Hidden Markov Models

Posted: 2016-10-11 , Modified: 2016-10-11

Tags: none

[SCH16] Unsupervised Part-Of-Speech Tagging with Anchor Hidden Markov Models
Misc

[HKZ12] A spectral algorithm for learning Hidden Markov Models
Continuous HMM [LBGS10] [paper](http://repository.cmu.edu/cgi/viewcontent.cgi?article=1057&context=machine_learning)

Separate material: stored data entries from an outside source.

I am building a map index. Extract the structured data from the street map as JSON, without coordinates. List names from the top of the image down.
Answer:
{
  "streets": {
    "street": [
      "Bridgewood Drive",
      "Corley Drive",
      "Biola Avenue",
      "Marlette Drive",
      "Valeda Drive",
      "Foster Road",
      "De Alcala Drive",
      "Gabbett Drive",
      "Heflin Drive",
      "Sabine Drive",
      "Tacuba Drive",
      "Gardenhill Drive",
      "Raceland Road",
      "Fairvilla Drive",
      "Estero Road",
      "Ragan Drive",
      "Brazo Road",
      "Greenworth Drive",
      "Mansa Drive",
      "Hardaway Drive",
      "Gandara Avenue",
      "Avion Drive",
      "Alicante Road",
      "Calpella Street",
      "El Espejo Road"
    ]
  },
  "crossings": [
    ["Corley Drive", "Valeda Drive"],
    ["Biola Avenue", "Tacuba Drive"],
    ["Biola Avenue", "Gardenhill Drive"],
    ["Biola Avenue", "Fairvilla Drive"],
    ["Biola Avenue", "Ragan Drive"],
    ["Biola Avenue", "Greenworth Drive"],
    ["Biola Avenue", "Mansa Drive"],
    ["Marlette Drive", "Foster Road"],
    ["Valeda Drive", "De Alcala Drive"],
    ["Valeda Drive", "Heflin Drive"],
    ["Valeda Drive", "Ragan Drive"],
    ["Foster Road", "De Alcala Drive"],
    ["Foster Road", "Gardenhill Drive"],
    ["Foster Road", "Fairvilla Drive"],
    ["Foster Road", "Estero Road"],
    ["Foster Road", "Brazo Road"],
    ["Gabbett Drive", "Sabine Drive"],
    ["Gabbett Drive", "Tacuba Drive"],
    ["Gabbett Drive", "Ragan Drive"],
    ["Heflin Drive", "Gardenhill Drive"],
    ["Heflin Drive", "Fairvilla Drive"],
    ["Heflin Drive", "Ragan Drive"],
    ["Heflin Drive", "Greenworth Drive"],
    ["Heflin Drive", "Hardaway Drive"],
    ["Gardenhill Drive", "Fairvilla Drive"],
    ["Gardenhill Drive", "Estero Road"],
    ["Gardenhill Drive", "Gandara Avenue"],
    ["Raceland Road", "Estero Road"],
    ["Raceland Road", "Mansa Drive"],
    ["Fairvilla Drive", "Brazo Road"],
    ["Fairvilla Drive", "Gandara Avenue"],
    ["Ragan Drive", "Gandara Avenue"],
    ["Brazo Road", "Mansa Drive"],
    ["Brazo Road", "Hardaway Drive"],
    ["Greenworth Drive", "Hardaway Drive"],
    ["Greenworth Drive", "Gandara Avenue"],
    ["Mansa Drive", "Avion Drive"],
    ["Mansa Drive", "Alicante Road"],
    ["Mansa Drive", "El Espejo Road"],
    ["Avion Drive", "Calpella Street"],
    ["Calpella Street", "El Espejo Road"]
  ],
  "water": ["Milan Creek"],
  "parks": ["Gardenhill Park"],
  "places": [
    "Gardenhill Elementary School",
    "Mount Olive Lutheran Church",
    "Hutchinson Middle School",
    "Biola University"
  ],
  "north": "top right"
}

Question: how robust to noise are these?

[SCH16] Unsupervised Part-Of-Speech Tagging with Anchor Hidden Markov Models

Reduce anchor-HMM to separable NMF. In anchor-HMM for every hidden state, there is an observed state that can only come from that hidden state. The anchor observations for \(h\) are \[ A(h) = \set{x\in [n]}{o(x|h)>0\wedge o(x|h')=0\forall h'\ne h}. \] Let \(T_{h'h} = t(h'|h)\) denote transition probabilities and \(O_{xj}=o(x|h)\) denote observation probabilities.

The key is to define random variables \(Y_I\) depending on \(H_I\) (nontrivially) so that \(\Pj(Y_I|H_I,X_I) = \Pj(Y_I|H_I)\). We can take \(Y_I=X_{I+1}\)! (More accurately, it’s a vector, \([Y_I]_{x'} = (X_{I+1}=x')\).)

Let \(\wt O_{xh} = \Pj(h|x)\), \((\Om_X)_{yx} = \Pj(Y_I=y|X_I=x)\), \(\Te_{hy} = \EE(Y_I=y|H_I=h)\). Then \[\Om = \wt O \Te\] is a separable NMF.

Brown model is an especially nice A-HMM where the anchors partition the set of all observations.

Misc

The unsupervised log-linear model described in Berg-Kirkpatrick et al. (2010).

Agnostic HMM? Can spectral methods work?